Opinion
C.A. No. 05-118 T.
September 20, 2005
Report and Recommendation
On September 12, 2005, Thaddeus Taylor, pro se, filed a Second Amended Complaint pursuant to 42 U.S.C. § 1983 alleging a violation of his constitutional rights. Plaintiff, a Connecticut inmate confined at the Rhode Island Department of Corrections ("RI-DOC"), Adult Correctional Institutions, named as defendants officials or employees at the RI-DOC and the Connecticut Department of Corrections ("CT-DOC"). On June 20, 2005 plaintiff filed with the Court a "Motion for Protective Order and Injunctive Relief," seeking to prohibit the defendants from "retaliating against the plaintiff by placing him in segregation indefinitely on false disciplinary reports." See Motion for Protective Order and Injunctive Relief, filed June 20, 2005, at 1. On August 17, 2005 plaintiff filed with the Court a "Motion for Temporary Order; Injunction" seeking this Court to prohibit the defendants from imposing any disciplinary sanctions on the plaintiff. The relief the plaintiff seeks in both motions are essentially the same — Orders prohibiting the RI-DOC from charging the plaintiff with any further disciplinary infractions and imposing any further sanctions. Defendants have objected to both motions.
These matters have been referred to me for a report and recommendation pursuant to 28 U.S.C. § 636(b)(1)(B). For the reasons that follow, I recommend that plaintiff's motions be denied. I have determined that a hearing is not necessary. See Campbell Soup Co., v. Giles, 47 F.3d 467, 469 (1st Cir. 1995) (An evidentiary hearing is not an indispensable requirement when a court allows or refuses injunctive relief under Fed.R.Civ.P. 65).
Discussion
As the party moving for preliminary injunctive relief, the plaintiff bears the burden to demonstrate (1) the potential for immediate, irreparable injury; (2) the likelihood of success on the merits of the case; (3) the relevant balance of hardships if the injunction does not issue; and (4) the effect on the public interest of a grant or denial of the motion. See Narragansett Indian Tribe v. Guilbert, 934 F.2d 4, 5 (1st Cir. 1991). A failure to demonstrate one of the requirements necessitates a denial of the motion for preliminary injunctive relief.

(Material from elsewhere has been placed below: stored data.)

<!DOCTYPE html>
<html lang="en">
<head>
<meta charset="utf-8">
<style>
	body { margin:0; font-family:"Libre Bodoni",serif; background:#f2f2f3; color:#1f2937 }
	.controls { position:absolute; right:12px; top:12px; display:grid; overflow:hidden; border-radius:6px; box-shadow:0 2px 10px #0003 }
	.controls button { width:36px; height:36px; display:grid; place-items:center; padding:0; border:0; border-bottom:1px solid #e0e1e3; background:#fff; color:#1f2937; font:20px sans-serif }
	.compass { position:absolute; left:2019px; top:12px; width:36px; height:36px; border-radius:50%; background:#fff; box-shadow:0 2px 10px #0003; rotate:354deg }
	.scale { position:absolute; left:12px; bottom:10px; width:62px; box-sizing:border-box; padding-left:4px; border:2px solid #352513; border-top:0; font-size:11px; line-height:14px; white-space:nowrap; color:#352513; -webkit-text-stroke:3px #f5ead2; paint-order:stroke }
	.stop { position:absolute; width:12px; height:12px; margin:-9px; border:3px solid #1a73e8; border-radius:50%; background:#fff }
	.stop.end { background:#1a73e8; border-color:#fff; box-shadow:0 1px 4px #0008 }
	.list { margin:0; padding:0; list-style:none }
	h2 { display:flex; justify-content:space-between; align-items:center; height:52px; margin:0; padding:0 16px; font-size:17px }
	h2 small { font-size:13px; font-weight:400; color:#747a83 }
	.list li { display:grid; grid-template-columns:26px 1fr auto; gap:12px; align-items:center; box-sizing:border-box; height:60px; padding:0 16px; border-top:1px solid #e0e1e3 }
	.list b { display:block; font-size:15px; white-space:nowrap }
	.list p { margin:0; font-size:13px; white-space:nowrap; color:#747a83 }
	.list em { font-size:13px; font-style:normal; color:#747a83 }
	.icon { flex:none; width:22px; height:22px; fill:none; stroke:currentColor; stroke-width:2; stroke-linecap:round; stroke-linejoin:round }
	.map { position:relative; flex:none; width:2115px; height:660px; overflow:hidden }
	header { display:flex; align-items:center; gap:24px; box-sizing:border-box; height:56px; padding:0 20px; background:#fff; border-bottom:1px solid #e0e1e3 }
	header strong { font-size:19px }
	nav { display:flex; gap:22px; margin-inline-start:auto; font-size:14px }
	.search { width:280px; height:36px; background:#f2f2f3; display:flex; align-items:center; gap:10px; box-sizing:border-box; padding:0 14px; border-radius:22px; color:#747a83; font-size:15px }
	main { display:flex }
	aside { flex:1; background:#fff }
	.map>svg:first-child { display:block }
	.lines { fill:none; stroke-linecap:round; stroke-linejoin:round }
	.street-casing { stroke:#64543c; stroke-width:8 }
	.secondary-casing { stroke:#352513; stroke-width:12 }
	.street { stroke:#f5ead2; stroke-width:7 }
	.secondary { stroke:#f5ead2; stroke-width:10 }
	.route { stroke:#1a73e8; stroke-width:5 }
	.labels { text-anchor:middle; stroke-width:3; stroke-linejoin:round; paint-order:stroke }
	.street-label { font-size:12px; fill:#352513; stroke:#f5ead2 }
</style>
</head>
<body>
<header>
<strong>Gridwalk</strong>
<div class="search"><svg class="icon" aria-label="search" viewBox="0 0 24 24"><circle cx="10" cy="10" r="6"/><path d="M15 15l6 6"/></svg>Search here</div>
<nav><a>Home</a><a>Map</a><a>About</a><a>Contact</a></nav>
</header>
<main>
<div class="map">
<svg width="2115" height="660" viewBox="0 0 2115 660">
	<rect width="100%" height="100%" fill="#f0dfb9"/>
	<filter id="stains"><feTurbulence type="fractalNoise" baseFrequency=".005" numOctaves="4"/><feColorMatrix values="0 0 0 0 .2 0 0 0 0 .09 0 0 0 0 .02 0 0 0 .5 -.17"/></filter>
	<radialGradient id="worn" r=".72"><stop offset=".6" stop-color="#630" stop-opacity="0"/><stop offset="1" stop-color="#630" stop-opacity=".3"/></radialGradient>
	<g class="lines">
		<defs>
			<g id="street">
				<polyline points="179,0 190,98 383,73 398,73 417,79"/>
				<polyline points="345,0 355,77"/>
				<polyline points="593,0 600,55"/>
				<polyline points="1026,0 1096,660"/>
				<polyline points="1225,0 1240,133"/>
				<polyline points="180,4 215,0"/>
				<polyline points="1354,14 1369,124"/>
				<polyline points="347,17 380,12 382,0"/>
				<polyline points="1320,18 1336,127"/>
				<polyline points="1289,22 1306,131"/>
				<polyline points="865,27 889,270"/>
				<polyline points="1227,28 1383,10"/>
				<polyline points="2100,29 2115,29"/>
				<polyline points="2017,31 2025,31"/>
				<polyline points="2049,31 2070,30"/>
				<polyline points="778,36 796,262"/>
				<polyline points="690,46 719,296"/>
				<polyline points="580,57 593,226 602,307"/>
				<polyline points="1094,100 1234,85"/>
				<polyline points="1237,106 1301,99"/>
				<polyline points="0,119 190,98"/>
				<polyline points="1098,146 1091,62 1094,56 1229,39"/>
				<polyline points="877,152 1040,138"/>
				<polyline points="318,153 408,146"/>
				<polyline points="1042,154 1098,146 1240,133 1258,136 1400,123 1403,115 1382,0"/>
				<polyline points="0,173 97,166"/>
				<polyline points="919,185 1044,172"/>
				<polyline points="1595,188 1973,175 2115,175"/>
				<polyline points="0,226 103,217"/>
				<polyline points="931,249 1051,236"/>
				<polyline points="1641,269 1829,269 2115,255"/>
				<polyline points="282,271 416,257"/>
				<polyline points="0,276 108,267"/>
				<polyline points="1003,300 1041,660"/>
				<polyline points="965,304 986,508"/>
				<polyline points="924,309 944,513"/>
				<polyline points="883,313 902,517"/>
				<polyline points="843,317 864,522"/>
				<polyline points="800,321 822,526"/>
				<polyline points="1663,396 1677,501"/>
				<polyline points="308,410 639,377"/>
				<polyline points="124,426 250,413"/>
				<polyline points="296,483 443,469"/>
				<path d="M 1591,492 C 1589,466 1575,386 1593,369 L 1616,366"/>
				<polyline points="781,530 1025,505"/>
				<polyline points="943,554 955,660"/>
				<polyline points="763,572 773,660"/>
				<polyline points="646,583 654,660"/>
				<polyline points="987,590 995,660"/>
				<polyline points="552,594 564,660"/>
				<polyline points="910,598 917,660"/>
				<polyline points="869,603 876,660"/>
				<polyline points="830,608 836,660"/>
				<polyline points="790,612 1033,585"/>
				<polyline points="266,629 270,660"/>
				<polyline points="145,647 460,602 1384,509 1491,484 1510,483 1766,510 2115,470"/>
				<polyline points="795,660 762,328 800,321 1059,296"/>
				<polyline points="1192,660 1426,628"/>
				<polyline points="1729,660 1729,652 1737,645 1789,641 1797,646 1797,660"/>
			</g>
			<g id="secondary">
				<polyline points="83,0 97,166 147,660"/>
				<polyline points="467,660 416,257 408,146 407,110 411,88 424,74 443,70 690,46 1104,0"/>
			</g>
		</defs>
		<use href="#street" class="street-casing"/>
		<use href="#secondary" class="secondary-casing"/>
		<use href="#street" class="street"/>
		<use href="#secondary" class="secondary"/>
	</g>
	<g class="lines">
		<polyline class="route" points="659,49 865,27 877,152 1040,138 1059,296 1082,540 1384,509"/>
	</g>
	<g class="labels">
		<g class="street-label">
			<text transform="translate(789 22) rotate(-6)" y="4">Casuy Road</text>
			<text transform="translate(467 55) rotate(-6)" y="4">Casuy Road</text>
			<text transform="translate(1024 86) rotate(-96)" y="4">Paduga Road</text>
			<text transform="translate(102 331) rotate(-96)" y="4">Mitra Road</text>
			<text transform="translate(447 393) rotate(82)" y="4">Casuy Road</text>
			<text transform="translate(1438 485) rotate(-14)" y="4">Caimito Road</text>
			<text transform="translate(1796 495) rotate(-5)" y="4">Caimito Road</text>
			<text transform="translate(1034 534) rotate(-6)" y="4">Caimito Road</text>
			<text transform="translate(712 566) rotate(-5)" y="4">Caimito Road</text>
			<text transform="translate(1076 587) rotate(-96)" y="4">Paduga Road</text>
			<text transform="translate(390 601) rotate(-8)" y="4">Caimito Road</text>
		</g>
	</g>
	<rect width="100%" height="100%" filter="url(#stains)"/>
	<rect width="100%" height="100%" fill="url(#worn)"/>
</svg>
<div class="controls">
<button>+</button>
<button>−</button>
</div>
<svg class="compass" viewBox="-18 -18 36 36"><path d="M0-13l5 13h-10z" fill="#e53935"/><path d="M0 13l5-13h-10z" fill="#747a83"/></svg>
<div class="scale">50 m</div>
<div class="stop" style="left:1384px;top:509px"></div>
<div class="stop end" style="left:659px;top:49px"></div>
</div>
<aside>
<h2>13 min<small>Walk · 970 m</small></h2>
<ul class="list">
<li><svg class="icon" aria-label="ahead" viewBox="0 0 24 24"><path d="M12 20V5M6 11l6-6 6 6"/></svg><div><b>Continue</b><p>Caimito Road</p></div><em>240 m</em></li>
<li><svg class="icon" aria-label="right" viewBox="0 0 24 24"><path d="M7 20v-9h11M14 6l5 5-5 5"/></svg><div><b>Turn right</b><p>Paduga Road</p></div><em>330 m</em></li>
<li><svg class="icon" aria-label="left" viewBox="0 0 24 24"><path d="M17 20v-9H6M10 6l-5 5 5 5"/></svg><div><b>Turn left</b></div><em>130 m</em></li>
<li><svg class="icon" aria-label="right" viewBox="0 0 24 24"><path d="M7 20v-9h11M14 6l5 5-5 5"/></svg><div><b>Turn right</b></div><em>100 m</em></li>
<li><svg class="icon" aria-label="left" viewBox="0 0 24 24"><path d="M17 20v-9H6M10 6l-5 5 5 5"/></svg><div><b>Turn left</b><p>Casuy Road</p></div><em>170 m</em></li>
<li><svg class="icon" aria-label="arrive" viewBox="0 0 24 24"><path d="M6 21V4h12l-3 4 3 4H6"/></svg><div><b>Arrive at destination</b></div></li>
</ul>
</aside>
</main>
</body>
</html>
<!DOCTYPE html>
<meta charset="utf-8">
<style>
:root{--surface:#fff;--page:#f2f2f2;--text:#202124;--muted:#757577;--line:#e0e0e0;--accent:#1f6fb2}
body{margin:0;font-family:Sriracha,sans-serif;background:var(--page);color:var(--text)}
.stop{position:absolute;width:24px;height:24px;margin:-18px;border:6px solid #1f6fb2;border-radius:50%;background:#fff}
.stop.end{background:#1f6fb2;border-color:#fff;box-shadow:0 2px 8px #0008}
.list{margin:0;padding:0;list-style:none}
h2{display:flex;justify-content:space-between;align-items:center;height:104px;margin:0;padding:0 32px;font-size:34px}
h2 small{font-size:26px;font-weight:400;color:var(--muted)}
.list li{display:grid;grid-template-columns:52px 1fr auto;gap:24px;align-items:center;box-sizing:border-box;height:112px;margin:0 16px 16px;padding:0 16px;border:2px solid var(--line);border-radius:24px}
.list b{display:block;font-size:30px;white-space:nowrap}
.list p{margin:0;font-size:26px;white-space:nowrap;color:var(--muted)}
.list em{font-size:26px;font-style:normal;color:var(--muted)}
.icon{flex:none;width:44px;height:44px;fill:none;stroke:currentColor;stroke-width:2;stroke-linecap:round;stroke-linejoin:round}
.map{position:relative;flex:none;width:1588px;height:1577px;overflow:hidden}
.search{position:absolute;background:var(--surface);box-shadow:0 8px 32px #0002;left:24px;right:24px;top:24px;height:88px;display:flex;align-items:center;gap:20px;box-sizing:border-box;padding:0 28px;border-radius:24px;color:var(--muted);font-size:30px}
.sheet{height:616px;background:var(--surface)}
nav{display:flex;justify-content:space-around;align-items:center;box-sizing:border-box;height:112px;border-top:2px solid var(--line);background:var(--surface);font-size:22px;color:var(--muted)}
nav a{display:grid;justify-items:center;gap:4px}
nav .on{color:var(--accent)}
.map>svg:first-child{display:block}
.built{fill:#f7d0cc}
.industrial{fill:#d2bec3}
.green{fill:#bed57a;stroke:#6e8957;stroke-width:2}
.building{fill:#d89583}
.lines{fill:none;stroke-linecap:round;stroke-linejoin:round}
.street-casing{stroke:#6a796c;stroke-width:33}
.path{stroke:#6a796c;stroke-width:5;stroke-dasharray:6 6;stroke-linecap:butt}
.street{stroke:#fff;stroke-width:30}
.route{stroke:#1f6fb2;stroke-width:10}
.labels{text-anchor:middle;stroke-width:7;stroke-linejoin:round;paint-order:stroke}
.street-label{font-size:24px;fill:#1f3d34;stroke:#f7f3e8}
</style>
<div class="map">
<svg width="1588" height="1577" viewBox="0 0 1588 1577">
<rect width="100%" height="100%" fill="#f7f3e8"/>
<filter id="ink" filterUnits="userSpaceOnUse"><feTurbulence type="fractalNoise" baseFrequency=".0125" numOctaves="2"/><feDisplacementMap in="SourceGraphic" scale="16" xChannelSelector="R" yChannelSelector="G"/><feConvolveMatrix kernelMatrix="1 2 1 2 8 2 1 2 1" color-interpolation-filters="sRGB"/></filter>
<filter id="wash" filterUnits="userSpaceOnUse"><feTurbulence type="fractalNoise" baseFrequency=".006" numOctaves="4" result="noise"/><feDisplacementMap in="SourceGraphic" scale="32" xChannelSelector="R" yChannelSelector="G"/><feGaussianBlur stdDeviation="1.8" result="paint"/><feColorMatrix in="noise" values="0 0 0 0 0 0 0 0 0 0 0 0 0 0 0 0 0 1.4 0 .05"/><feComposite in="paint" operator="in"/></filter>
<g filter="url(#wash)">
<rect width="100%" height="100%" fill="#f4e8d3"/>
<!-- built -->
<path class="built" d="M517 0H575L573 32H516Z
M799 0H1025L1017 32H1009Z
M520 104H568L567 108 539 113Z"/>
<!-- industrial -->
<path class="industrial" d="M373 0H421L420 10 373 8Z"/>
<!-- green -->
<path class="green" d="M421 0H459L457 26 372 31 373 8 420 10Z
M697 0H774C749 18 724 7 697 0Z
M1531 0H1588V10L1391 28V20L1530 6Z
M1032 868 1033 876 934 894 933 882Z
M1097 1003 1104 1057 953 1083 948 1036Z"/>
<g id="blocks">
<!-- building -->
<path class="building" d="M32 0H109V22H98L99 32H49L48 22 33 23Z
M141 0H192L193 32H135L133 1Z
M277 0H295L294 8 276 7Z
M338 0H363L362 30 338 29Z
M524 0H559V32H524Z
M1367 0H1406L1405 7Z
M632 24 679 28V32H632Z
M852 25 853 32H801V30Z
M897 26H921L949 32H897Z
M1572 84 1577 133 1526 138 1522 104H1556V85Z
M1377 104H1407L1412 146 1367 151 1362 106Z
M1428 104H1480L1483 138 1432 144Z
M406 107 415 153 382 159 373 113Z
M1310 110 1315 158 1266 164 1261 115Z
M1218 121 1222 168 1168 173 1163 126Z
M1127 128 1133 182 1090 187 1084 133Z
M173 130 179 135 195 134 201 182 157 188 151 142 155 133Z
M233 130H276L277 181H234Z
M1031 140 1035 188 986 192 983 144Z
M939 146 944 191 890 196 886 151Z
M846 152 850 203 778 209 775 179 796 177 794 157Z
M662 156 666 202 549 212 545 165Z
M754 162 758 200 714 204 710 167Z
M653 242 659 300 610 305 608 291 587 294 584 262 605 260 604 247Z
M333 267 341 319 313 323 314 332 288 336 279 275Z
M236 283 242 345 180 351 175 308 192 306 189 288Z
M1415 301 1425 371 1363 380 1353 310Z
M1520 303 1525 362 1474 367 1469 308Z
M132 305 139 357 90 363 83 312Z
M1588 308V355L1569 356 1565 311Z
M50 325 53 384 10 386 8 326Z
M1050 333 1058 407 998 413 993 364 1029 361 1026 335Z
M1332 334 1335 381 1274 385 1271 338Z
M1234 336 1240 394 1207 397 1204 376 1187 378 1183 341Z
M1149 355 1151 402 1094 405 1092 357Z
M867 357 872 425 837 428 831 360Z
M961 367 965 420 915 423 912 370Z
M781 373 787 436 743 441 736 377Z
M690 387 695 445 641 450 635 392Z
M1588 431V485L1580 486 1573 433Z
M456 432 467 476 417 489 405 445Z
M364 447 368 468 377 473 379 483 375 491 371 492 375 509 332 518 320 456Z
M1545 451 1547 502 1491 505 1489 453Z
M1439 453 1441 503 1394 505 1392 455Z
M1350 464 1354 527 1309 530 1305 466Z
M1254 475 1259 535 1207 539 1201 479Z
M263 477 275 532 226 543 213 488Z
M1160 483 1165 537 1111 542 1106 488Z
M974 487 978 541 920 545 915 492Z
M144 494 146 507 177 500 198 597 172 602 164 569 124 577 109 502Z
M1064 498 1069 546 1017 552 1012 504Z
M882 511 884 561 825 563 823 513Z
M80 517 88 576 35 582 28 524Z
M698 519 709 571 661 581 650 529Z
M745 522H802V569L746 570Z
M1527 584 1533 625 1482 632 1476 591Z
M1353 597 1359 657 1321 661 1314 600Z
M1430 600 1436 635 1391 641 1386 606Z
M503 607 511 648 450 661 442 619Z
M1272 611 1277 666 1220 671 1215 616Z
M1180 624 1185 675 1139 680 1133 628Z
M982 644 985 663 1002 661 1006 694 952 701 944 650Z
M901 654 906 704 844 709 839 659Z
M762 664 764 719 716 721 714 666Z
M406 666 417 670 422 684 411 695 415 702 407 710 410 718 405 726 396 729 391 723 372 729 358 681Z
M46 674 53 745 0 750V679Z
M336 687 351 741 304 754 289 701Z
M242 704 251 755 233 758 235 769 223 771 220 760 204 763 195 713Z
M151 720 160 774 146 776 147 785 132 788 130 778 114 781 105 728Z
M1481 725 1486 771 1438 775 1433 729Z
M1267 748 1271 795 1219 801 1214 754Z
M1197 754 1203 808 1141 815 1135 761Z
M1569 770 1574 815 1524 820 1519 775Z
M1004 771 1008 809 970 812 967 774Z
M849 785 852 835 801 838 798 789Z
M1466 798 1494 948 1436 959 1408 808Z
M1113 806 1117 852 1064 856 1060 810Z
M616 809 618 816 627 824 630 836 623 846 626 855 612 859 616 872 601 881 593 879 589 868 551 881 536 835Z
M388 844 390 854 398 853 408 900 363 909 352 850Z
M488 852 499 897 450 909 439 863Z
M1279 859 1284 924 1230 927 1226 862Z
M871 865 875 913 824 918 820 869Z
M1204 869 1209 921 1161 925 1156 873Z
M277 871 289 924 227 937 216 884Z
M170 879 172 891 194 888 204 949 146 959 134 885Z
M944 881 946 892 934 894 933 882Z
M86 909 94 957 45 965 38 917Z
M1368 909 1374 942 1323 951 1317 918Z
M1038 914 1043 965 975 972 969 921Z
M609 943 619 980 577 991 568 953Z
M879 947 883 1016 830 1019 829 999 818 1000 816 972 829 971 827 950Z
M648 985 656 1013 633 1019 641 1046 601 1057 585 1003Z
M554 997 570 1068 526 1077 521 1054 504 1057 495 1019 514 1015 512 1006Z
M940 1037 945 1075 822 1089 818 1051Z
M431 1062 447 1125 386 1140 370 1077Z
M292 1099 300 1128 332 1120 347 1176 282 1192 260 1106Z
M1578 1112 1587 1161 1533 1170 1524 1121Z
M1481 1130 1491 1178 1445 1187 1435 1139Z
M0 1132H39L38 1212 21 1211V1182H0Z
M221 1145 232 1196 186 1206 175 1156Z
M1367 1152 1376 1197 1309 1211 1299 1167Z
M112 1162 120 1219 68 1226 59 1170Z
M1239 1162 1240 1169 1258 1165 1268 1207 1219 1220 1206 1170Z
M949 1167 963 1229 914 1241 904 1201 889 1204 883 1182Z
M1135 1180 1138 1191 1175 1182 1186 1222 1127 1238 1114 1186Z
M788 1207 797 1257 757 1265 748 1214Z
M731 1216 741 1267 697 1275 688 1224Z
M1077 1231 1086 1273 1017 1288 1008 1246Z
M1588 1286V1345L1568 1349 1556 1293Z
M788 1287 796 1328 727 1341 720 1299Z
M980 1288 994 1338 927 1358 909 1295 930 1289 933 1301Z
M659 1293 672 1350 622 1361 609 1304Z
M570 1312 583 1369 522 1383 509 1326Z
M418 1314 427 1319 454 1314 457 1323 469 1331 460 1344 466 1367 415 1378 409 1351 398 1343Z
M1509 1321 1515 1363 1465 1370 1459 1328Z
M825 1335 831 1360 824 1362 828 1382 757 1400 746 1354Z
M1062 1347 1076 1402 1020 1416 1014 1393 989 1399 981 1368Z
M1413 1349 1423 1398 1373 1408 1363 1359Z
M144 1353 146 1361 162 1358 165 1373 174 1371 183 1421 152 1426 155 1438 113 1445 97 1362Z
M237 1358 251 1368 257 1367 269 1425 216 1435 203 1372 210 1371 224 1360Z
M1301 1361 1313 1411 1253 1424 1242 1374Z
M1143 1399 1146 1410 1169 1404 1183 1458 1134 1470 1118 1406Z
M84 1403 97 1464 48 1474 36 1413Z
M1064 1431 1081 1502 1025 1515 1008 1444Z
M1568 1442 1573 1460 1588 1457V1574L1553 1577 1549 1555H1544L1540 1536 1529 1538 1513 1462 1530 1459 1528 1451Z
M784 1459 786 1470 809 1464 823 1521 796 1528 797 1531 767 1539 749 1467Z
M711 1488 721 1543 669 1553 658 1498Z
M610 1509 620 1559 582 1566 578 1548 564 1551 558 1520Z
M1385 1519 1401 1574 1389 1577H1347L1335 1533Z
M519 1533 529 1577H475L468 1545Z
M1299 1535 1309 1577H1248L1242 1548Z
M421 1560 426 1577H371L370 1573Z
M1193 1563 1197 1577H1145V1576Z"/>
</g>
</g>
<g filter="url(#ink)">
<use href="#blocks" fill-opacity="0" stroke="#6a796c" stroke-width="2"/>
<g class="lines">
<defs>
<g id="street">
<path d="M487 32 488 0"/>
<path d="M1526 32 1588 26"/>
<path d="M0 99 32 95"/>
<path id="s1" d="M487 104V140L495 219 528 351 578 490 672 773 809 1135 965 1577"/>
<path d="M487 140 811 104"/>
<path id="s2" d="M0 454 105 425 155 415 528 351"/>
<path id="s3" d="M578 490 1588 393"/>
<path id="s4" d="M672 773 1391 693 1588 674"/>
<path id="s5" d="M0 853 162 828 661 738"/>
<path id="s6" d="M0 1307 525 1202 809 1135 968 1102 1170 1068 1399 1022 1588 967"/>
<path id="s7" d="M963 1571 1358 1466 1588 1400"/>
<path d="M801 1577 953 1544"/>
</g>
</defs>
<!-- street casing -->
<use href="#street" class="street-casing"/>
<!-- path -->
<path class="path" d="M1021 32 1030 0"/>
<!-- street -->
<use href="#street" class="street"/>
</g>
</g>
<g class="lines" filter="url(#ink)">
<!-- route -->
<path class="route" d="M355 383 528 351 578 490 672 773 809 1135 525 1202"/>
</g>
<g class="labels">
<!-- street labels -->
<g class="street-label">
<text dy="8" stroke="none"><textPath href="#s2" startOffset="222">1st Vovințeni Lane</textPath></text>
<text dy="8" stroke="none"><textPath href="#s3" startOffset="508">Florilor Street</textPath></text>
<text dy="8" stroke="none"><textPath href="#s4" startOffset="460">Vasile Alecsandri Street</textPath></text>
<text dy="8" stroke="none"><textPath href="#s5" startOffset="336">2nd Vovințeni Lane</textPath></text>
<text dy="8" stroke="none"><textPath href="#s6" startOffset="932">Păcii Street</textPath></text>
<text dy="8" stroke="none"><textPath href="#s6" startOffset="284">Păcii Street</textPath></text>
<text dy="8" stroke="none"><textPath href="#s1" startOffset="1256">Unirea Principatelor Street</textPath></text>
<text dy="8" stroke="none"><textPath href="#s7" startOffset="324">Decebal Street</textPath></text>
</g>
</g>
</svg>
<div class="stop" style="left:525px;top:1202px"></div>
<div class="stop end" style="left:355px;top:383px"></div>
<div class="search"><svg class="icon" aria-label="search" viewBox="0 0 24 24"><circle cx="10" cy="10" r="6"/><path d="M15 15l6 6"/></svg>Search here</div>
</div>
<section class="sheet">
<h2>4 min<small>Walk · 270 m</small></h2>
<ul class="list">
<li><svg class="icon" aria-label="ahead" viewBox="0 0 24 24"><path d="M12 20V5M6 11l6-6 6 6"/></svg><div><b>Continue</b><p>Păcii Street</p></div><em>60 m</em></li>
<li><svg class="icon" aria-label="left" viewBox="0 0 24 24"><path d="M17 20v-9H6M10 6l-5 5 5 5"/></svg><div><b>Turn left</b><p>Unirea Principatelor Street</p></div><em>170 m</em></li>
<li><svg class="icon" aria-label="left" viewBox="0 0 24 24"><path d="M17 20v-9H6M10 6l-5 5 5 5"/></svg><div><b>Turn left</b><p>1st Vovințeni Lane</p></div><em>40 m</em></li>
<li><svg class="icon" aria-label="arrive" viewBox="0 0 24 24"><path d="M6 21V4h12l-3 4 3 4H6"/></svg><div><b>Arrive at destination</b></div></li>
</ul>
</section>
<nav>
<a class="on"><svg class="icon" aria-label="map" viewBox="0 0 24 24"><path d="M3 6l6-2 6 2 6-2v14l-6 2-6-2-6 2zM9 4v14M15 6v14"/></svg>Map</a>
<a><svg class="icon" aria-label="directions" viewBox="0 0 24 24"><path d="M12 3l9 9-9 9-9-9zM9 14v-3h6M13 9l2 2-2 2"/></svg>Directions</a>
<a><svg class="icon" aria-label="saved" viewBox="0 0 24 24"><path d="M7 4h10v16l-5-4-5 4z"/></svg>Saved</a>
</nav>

In both of his motions, plaintiff claims he is being retaliated against for filing this lawsuit and/or for filing complaints against prison officials, in violation of his First Amendment rights. See e.g. McDonald v. Hall, 610 F.2d 16, 18 (1st Cir. 1979). In support of his motions, plaintiff claims that "de facto" policies at the RI-DOC place inmates in punitive segregation based upon false allegations in retaliation for exercising their constitutional right to file grievances and to petition the Court. Plaintiff alleges that since he has been confined in Rhode Island, he has received five disciplinary charges. Plaintiff claims that while housed in a Connecticut confinement facility, he received none.
Constitutional violations, when properly demonstrated, are presumed to demonstrate "irreparable harm." See National People's Action v. Village of Wilmette, 914 F.2d 1008, 1013 (7th Cir. 1990). Here, however, plaintiff failed to demonstrate any constitutional violations.
Moreover, the harm cannot be speculative, and subjective apprehensions and predictions cannot establish an immediate threat of irreparable harm. See e.g. In Re Rare Coins of America, Inc., 862 F.2d 896, 901 (1st Cir. 1988). Injunctive relief can not be granted against something merely feared as liable to occur at some indefinite time in the future.Connecticut v. Massachusetts, 282 U.S. 660, 674 (1930). Here plaintiff's harm is based solely on fear and speculation that he may be subjected to disciplinary charges at some point in time in the future. This is insufficient to demonstrate immediate, irreparable harm for this Court to issue a preliminary injunction.
Additionally, the relief plaintiff seeks is contrary to public policy. Plaintiff seeks an injunction that would essentially prevent prison officials from charging the plaintiff with any disciplinary infraction and would require this Court to micro-manage the RI-DOC's disciplinary boards. The Court will not give the plaintiff a free pass and permit him to misbehave without consequence. See Sandin v. Conner, 515 U.S. 472, 486 (1995) ("Discipline by prison officials in response to a wide range of misconduct falls within the expected perimeters of a sentence imposed. . . ."). This Court is not in the business of managing prisons or sitting as a prison disciplinary board's appellate panel.
Furthermore, the Prison Litigation Reform Act provides that a federal court "shall not grant or approve any [form of injunctive relief] unless the Court finds that such relief is narrowly drawn, extends no further than necessary to correct the violation of the Federal right, and is the least intrusive means necessary to correct the violation of a federal right." 18 U.S.C. § 3626(a)(1). Here, the injunctive relief the plaintiff seeks is too broad and sweeping. This Court can not issue such an injunction. See id.